* _EXERCISE DESCRIPTION_:
Report, from the records below, every line where the word "column" appears.

* _DATA_:
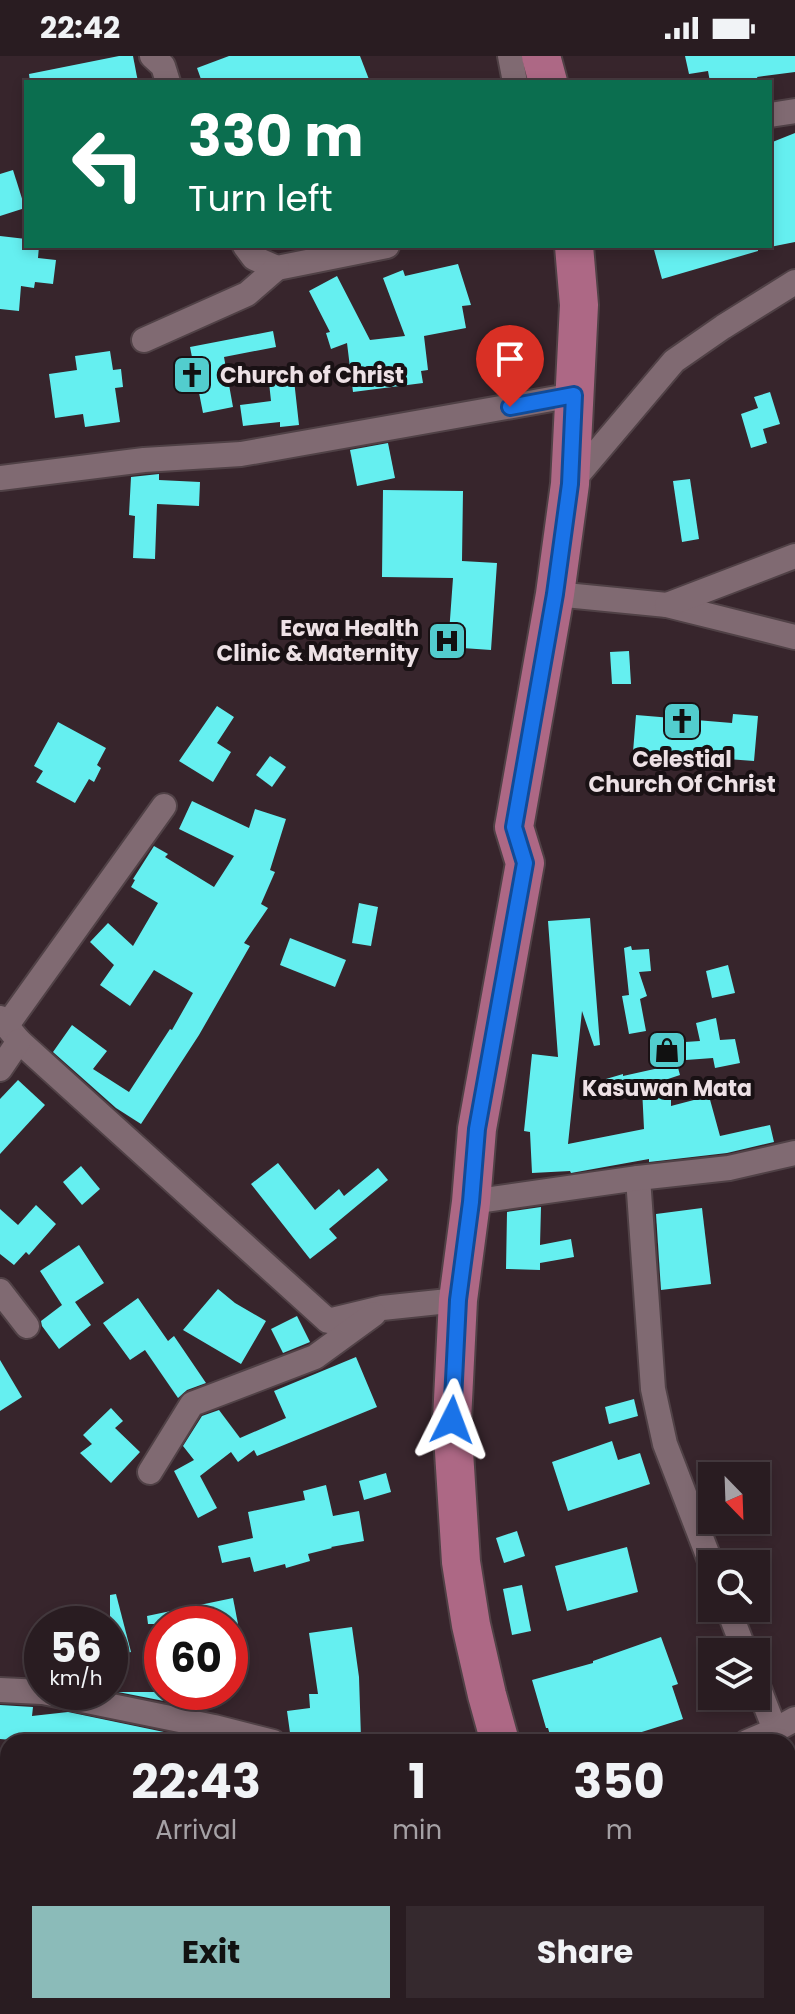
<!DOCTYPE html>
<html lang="en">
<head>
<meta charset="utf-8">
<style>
	:root { --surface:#291c21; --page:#35292e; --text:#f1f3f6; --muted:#a5a1a5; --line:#453a3f; --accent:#8bbbb9 }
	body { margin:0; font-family:Poppins,sans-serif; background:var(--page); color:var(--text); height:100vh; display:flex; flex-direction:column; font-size:30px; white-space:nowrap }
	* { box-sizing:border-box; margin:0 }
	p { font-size:26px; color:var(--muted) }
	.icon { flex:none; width:44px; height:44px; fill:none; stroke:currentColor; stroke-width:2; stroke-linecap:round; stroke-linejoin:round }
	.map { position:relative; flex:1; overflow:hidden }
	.panel { position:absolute; left:0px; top:1678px; width:796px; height:280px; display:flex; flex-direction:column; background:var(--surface); border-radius:24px 24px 0 0; box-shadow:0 4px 12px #0003,0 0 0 2px var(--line) }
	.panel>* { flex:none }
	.banner { position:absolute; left:24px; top:24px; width:748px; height:168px; border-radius:0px; box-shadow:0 4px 12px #0003,0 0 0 2px var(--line); background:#0b6e4f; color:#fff; overflow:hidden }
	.needle { width:52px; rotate:157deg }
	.controls { position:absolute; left:698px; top:1406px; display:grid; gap:16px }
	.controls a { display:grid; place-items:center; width:72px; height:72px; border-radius:0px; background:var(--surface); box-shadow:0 4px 12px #0003,0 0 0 2px var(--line); font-size:40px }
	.speed { position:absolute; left:24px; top:1550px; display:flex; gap:16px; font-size:40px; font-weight:700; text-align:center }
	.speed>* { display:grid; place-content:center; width:104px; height:104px; border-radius:50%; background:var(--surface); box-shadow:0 4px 12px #0003,0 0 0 2px var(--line); line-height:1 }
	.speed small { font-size:20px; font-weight:400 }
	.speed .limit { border:12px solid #d22; background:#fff; color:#111 }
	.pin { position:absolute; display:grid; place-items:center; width:68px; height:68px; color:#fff; margin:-82px -34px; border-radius:50% 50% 50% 0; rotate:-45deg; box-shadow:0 0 8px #0007 }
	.pin .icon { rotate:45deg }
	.me { position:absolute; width:88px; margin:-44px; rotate:3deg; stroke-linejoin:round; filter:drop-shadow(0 0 6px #0008) }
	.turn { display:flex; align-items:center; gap:28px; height:168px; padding:0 32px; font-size:36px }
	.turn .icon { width:104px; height:104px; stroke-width:2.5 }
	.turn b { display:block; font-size:56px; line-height:68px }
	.eta { display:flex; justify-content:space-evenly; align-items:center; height:136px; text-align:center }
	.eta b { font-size:48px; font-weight:700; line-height:56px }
	.primary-button { display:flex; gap:16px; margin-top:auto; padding:16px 32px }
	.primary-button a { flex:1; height:92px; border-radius:0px; background:var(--accent); color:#111; font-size:32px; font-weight:700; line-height:92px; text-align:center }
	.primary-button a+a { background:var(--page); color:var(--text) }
	.status { display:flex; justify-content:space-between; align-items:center; height:56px; padding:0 40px; background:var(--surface); direction:ltr }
	.status svg { height:22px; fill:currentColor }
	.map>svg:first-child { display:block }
	.building { fill:#65eff0 }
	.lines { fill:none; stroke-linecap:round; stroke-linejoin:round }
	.minor-casing { stroke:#504146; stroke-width:28 }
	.primary-casing { stroke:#504146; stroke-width:42 }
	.minor { stroke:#806a72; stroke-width:24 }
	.primary { stroke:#ad6885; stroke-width:38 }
	.route-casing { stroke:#114b97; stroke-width:20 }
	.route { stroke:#1a73e8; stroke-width:14 }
	.labels { text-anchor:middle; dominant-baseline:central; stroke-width:8; stroke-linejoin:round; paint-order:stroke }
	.poi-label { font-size:22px; font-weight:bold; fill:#ede1e5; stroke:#191114 }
</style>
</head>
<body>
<div class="status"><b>22:42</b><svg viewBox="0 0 49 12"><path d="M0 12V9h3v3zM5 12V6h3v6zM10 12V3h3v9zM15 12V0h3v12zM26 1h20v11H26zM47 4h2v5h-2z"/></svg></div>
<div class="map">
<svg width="795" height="1958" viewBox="0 0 795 1958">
	<rect width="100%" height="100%" fill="#37252c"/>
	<!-- building -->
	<g class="building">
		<polygon points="119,0 133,0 138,26 30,26 29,18"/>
		<polygon points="229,0 360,0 370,26 202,26 197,12"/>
		<polygon points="685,0 795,0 795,16 757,21 759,26 710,26 708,15 689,18"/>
		<polygon points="795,77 795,186 770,191 770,87"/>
		<polygon points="13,114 25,152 0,160 0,118"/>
		<polygon points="0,180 26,183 26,190 39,190 38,202 56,204 53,228 35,226 34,232 21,230 19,255 0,253"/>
		<polygon points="653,190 758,190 758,195 662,223"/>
		<polygon points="458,208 471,249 462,250 466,272 424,280 428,314 421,315 423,327 353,336 347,287 331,293 326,277 330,276 309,235 337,220 370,284 405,280 383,222 403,214 405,220"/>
		<polygon points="273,275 276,291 224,301 233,351 203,357 190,291"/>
		<polygon points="110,295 113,314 121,313 123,331 115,332 120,366 85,371 83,358 55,362 49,318 77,314 75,300"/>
		<polygon points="293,315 299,369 280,371 280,366 243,370 240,349 271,345 268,317"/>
		<polygon points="770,336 780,368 763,373 767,387 751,392 741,358 758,352 754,341"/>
		<polygon points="388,387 395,422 357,430 350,394"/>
		<polygon points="159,418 159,424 200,426 199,450 157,448 155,503 133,502 135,460 129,459 131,421"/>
		<polygon points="690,423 699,483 682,486 673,425"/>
		<polygon points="383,434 463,435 462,505 497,507 491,594 448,591 453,522 382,521"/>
		<polygon points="629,595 631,628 612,628 610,596"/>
		<polygon points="217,650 234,661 217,687 231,696 213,726 179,705"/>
		<polygon points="733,658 758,660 754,705 633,696 636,659 732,667"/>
		<polygon points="58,666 106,692 97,709 101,712 94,726 89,723 75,747 36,726 43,715 34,710"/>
		<polygon points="270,700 286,711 272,731 256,719"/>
		<polygon points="192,745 249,772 255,753 286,763 270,814 275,816 261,848 268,852 244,887 250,890 199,979 141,1068 116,1052 53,996 72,969 107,995 93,1013 129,1036 170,973 172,974 193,937 154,914 130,950 100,929 114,909 90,886 108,867 133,890 158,847 131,831 135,824 133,823 154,790 168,798 165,801 214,831 234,800 179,773"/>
		<polygon points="359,847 378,851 371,890 352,887"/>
		<polygon points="590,862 600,989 594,990 582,955 568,1088 644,1073 642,1032 618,1041 617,1037 611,1039 606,1023 623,1018 623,1020 677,1008 680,1019 662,1025 666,1043 671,1042 671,1050 709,1040 720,1080 770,1069 774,1086 727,1097 649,1106 649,1103 571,1117 570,1115 532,1117 530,1076 524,1075 532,998 558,1001 548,865"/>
		<polygon points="290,882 346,904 335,931 280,909"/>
		<polygon points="631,890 632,894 649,893 651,915 639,916 647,940 640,943 646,975 629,978 622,940 629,939 624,892"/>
		<polygon points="728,909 735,937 712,942 706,915"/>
		<polygon points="716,962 720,984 735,983 740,1007 715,1012 713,1002 686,1004 685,986 700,985 696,967"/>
		<polygon points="18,1024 45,1049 0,1098 0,1043"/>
		<polygon points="278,1107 315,1154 339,1133 344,1140 378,1112 388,1124 329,1173 337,1182 310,1203 251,1128"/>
		<polygon points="81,1110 100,1133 82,1149 63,1126"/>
		<polygon points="36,1149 56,1168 29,1199 26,1196 14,1209 0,1198 0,1153 18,1169"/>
		<polygon points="541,1151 540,1189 571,1183 574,1201 540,1207 540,1214 506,1213 507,1156"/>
		<polygon points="702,1152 711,1228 661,1234 656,1158"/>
		<polygon points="79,1189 104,1227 75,1246 91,1269 59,1293 42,1270 41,1265 62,1249 40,1215"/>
		<polygon points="218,1233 235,1247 266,1265 241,1308 183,1274"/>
		<polygon points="138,1242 168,1285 174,1280 206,1327 187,1334 178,1342 145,1294 130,1304 103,1267"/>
		<polygon points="297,1260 310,1286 283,1297 271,1273"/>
		<polygon points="356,1301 377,1351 257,1400 254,1394 238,1406 231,1396 200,1420 217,1452 198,1462 174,1415 194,1404 183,1390 202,1360 219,1354 240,1382 286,1362 274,1335"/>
		<polygon points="0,1304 22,1341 0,1355"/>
		<polygon points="634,1343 638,1360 609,1368 605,1351"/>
		<polygon points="111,1352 123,1365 115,1372 140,1396 111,1427 80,1397 92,1388 83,1379"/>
		<polygon points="612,1385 618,1404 640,1397 650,1428 568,1455 552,1406"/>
		<polygon points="386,1417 391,1436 364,1444 359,1425"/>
		<polygon points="326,1429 333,1460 359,1455 364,1485 331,1491 332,1492 308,1498 310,1505 286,1512 285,1508 254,1516 250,1501 222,1507 218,1490 253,1482 248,1456 305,1444 303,1435"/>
		<polygon points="517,1475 525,1500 504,1507 496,1482"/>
		<polygon points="627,1491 638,1536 567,1555 555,1510"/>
		<polygon points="522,1529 531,1575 512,1579 503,1533"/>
		<polygon points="116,1538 131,1596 110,1601 110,1539"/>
		<polygon points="233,1542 238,1568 148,1568 147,1560"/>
		<polygon points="352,1571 359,1621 361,1682 291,1684 287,1655 310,1652 309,1638 318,1638 309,1577"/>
		<polygon points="661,1581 678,1628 672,1630 683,1663 610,1686 552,1686 548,1672 546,1672 532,1624 593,1607 593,1605"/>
		<polygon points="118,1636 164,1636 164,1645"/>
		<polygon points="0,1649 33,1651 32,1660 68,1656 164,1676 164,1682 134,1682 135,1686 36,1686 0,1683"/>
	</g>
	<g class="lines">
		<!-- minor casing -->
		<g class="minor-casing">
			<g id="minor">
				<polyline points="152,0 163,10 168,26"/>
				<polyline points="510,0 515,26"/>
				<polyline points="770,59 795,55"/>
				<polyline points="245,190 254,202 277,212 387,190"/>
				<polyline points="144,284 247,238 277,212"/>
				<polyline points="0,422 144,404 241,398 574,339"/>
				<polyline points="570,428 674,305 723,271 795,226"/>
				<polyline points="555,538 667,549 795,581"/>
				<polyline points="667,549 795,500"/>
				<polyline points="0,962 19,985 328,1265 382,1252 458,1244"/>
				<polyline points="7,969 164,750"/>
				<polyline points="0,1013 19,985"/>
				<polyline points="638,1122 653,1333 665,1388 712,1510"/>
				<polyline points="471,1146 638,1122 729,1112 795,1097"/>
				<polyline points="0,1235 27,1270"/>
				<polyline points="150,1416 192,1348 315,1301 374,1258"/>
				<polyline points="728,1552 745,1596"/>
				<polyline points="756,1625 775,1674"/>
				<polyline points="0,1634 42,1636"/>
				<polyline points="43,1636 214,1671 273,1686"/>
				<polyline points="747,1686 775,1674 795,1663"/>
				<polyline points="788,1925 795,1921"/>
				<polyline points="270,1958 296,1950"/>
				<polyline points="730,1958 745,1950"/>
			</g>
		</g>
		<!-- primary casing -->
		<g class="primary-casing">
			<g id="primary">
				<polyline points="541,0 548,26"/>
				<polyline points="500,1686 487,1639 471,1569 461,1506 452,1364 458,1244 471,1146 477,1073 525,807 514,771 555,538 570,428 579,249 574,190"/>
				<polyline points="596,1950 600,1958"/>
			</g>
		</g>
		<!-- minor -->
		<use href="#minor" class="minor"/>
		<!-- primary -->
		<use href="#primary" class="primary"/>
	</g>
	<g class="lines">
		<!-- route casing -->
		<g class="route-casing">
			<polyline id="route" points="452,1364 458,1244 471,1146 477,1073 525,807 514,771 555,538 570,428 574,339 510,351"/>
		</g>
		<!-- route -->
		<use href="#route" class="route"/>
	</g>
	<!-- icons -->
	<defs>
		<g id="church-square" transform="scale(2)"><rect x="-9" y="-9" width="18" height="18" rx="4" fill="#52cdce" stroke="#191114"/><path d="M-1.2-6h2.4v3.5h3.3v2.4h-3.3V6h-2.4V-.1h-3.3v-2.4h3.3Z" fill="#111"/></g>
		<g id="hospital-square" transform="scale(2)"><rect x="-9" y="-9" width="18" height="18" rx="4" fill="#52cdce" stroke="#191114"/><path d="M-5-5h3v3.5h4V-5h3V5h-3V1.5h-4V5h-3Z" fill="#111"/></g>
		<g id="shop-square" transform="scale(2)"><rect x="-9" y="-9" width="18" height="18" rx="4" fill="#52cdce" stroke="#191114"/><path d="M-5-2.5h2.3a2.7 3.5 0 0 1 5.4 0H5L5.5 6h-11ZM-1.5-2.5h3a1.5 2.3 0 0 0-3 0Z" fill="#111"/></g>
	</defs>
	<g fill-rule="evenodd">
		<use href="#church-square" x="192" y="319"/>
		<use href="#hospital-square" x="447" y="585"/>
		<use href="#church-square" x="682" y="665"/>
		<use href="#shop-square" x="667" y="994"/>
	</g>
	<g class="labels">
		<!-- poi labels -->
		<g class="poi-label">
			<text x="220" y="319" text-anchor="start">Church of Christ</text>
			<text x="419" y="572" text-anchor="end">Ecwa Health<tspan x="419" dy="25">Clinic &amp; Maternity</tspan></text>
			<text x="682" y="703">Celestial<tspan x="682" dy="25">Church Of Christ</tspan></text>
			<text x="667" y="1032">Kasuwan Mata</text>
		</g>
	</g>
</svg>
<div class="controls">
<a><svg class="needle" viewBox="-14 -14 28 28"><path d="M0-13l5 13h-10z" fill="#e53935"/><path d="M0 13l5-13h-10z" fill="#a5a1a5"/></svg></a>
<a><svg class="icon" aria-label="search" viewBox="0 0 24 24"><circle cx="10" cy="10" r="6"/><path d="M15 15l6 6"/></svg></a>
<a><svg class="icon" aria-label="layers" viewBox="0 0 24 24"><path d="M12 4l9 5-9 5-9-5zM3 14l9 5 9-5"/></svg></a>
</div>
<div class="speed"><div>56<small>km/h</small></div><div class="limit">60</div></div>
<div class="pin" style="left:510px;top:351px;background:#d93025"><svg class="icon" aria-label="arrive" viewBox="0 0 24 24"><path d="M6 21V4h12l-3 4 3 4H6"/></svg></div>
<svg class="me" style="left:452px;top:1364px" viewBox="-20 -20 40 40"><path d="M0-17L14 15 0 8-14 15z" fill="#1a73e8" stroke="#fff" stroke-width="4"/></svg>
<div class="banner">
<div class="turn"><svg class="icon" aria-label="left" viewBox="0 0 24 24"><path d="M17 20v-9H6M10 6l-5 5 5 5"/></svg><div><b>330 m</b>Turn left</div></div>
</div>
<section class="panel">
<div class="eta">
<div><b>22:43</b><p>Arrival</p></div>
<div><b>1</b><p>min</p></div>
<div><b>350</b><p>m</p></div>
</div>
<div class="primary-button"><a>Exit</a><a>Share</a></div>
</section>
</div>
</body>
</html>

* _SOLUTION TO THE PROBLEM_:
	body { margin:0; font-family:Poppins,sans-serif; background:var(--page); color:var(--text); height:100vh; display:flex; flex-direction:column; font-size:30px; white-space:nowrap }
	.panel { position:absolute; left:0px; top:1678px; width:796px; height:280px; display:flex; flex-direction:column; background:var(--surface); border-radius:24px 24px 0 0; box-shadow:0 4px 12px #0003,0 0 0 2px var(--line) }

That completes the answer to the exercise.